Sen. Ben Cardin (D-Md.)  (Yamil Lagey/AFP via Getty Images)

The four Democrats in the Senate and 25 in the House who defied partisan politics to register disapproval of the Iran deal deserve praise. Obviously, the marching orders in the White House’s well-oiled machine were to deny opponents a large bipartisan victory. The White House failed in that regard, largely due to the courageous Democrats who refused to be bullied into supporting a rotten deal.
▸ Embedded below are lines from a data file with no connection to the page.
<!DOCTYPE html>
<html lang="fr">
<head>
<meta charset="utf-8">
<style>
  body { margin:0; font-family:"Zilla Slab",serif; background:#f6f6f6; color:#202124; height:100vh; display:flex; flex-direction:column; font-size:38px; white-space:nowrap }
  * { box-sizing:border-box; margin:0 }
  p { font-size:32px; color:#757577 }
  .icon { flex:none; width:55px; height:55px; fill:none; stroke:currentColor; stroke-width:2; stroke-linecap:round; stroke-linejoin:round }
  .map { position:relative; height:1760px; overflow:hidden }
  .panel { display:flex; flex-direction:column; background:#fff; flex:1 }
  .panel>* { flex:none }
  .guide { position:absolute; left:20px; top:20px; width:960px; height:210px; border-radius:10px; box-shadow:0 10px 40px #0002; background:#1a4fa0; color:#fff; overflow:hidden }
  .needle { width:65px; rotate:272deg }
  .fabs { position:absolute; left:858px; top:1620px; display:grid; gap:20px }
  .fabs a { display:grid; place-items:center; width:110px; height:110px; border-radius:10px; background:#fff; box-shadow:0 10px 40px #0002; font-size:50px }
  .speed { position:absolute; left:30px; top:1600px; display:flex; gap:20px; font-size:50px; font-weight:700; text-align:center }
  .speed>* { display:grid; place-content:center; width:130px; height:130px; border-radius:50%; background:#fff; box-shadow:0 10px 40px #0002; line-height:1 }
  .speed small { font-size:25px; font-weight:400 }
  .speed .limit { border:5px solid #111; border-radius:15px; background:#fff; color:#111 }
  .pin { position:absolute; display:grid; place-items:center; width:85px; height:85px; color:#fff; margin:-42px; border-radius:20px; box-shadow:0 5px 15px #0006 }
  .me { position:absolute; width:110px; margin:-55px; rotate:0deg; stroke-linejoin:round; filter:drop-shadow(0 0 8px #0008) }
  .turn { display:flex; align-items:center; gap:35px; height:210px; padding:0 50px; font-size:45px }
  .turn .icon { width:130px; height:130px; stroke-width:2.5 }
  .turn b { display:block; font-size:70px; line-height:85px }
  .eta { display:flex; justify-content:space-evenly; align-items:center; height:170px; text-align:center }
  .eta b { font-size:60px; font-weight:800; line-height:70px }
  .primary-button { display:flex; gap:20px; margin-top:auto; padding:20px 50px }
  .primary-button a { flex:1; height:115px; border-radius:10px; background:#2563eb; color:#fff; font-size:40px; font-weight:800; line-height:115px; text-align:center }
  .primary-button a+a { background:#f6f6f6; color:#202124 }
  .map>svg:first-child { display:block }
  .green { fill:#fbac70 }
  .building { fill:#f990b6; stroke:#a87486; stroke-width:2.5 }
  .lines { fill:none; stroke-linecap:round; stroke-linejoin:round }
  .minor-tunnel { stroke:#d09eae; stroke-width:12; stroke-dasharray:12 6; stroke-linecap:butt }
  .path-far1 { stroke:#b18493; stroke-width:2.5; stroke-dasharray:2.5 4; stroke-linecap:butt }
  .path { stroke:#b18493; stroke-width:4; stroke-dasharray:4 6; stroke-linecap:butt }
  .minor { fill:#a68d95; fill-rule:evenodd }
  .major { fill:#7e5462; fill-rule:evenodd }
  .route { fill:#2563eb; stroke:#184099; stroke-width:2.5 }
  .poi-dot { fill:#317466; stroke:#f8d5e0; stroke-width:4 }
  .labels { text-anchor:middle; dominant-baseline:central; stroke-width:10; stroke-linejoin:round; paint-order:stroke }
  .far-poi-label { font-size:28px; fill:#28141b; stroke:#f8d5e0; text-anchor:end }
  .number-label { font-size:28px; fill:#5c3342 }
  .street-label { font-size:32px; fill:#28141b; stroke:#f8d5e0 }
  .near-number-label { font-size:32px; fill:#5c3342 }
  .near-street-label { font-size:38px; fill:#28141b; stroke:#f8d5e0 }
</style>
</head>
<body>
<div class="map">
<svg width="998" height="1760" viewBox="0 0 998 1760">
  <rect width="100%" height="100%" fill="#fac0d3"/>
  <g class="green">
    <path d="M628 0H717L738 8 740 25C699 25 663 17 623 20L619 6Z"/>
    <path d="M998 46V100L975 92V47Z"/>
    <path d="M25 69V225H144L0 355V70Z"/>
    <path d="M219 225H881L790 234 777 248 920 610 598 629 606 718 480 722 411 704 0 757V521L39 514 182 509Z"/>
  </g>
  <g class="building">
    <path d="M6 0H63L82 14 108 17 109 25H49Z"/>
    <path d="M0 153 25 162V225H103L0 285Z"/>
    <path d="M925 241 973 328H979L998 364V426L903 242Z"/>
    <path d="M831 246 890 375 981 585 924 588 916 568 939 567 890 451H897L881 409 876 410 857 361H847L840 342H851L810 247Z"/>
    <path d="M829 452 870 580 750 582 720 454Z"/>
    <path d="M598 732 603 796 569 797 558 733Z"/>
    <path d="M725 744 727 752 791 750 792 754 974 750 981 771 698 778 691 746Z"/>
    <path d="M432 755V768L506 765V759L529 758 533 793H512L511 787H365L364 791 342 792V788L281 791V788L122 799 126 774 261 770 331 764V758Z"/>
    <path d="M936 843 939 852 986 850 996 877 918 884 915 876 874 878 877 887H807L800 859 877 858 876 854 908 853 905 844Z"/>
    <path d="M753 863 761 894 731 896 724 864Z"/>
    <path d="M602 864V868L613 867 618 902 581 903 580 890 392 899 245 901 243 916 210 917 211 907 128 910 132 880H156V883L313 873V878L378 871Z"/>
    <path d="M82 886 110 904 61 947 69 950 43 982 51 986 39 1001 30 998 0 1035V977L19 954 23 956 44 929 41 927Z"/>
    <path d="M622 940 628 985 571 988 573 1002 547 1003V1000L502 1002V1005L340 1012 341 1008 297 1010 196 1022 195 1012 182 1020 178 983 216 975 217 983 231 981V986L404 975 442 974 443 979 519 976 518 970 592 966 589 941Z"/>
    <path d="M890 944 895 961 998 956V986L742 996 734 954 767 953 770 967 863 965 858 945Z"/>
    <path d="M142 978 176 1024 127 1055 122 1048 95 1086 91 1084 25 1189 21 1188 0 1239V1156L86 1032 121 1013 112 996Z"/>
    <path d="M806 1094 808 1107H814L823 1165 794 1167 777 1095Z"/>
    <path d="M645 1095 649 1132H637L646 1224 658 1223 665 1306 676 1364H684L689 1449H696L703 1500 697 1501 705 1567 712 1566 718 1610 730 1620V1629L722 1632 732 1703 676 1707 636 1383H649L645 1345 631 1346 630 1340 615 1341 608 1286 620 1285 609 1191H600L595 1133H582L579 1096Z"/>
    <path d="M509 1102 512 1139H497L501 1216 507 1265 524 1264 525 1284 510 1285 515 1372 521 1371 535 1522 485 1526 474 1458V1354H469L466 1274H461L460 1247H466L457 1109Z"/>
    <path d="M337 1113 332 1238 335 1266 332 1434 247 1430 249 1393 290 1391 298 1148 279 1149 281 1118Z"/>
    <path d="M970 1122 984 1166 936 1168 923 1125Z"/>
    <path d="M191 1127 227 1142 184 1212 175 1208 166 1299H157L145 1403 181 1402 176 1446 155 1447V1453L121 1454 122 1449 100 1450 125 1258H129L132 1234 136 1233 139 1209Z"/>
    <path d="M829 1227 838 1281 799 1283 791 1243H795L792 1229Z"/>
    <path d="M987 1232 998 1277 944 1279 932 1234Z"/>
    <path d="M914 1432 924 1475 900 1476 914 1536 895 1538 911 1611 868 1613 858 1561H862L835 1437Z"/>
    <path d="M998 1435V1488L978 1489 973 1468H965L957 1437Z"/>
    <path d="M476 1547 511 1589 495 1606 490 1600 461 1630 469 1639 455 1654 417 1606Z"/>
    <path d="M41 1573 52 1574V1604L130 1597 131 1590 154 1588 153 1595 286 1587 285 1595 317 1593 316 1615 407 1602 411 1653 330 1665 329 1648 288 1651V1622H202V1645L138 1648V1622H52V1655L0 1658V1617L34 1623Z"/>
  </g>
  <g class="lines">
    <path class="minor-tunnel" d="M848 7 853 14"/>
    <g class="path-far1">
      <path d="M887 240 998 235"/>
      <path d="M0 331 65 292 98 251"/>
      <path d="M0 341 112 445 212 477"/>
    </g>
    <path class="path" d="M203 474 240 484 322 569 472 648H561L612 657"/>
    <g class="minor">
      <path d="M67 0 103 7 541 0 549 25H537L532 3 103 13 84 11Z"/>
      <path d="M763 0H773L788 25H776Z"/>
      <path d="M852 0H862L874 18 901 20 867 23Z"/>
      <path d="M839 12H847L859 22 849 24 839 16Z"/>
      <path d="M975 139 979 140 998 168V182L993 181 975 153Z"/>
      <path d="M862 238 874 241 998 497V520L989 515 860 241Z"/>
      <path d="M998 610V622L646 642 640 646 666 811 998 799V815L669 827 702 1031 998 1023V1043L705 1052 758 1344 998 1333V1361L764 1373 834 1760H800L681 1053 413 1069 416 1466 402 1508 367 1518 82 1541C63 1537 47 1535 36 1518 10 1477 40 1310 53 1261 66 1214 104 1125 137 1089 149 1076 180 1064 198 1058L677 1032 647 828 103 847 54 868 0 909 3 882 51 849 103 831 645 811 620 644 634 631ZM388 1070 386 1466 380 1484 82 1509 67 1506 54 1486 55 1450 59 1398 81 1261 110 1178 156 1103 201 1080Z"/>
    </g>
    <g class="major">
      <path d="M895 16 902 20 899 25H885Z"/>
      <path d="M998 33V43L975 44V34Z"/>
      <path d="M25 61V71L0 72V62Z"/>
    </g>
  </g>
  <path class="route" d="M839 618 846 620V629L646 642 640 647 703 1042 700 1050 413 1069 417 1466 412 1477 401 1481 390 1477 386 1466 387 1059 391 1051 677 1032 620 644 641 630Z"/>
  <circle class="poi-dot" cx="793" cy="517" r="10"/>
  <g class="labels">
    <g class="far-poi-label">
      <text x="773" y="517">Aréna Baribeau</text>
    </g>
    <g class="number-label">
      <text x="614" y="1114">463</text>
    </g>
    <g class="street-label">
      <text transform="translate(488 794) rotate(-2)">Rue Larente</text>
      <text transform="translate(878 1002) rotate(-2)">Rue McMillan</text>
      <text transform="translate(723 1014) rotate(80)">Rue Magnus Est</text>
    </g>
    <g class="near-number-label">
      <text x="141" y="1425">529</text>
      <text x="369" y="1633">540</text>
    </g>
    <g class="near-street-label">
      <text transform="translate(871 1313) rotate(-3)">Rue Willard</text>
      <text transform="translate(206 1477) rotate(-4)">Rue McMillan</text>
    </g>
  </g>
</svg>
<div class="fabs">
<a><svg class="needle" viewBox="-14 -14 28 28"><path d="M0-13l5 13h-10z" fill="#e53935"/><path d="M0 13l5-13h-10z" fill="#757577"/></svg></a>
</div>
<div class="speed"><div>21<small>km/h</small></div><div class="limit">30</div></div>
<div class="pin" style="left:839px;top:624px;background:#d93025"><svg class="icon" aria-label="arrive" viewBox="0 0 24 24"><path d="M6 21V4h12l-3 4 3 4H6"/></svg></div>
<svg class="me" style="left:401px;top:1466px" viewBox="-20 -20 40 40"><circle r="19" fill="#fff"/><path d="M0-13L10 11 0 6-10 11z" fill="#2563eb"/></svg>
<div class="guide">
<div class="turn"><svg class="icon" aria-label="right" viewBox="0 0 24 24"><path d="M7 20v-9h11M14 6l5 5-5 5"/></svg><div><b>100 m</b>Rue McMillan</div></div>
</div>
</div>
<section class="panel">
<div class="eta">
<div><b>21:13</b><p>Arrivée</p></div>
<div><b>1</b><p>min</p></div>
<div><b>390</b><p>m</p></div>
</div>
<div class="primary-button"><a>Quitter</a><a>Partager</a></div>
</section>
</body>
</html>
Among the most important of the 29 lawmakers was Foreign Relations Committee ranking member Sen. Ben Cardin (D-Md.). As the successor to Sen. Robert Menendez (D-N.J.),  he continued the bipartisanship Menendez had established first as chairman and then ranking member. In his floor speech Cardin declared:

I was unable to support this agreement because it legitimizes Iran’s nuclear program, providing a rogue state and major sponsor of terrorism with an international endorsement of an industrial-scale nuclear program. Iran has violated its nonproliferation obligations for years, yet we will be handing them the eventual ability to legally produce enough enriched fuel for a nuclear weapon with a dangerously short breakout time. Iran will be in a stronger financial position once this agreement moves forward, allowing them to better withstand future economic pressures and making the snap-back of sanctions – if and when Iran cheats on this agreement – a difficult proposition and a less-than-effective deterrent. . . . My votes on this issue are based on my personal analysis and reflect a decision of conscience, not partisan politics.

Equally as important was his call for further action: “We must work to counter Iran-sponsored terrorism, confront Iranian violations of ballistic missile protocols, assist Israel in her fight for peace and security, and speak out against Iranian human rights violations.” That will necessitate renewal of existing sanctions, new sanctions for Iran’s human rights violations and regional aggression and monitoring of the aggression. If Cardin can be part of a bipartisan, veto-proof majority to take these needed steps he, perhaps, can break the grasp of rank partisanship that gripped 42 of his colleagues and begin to repair the damage the president has done to our national security and our alliances.

For all this, we can say, well done, Senator Cardin.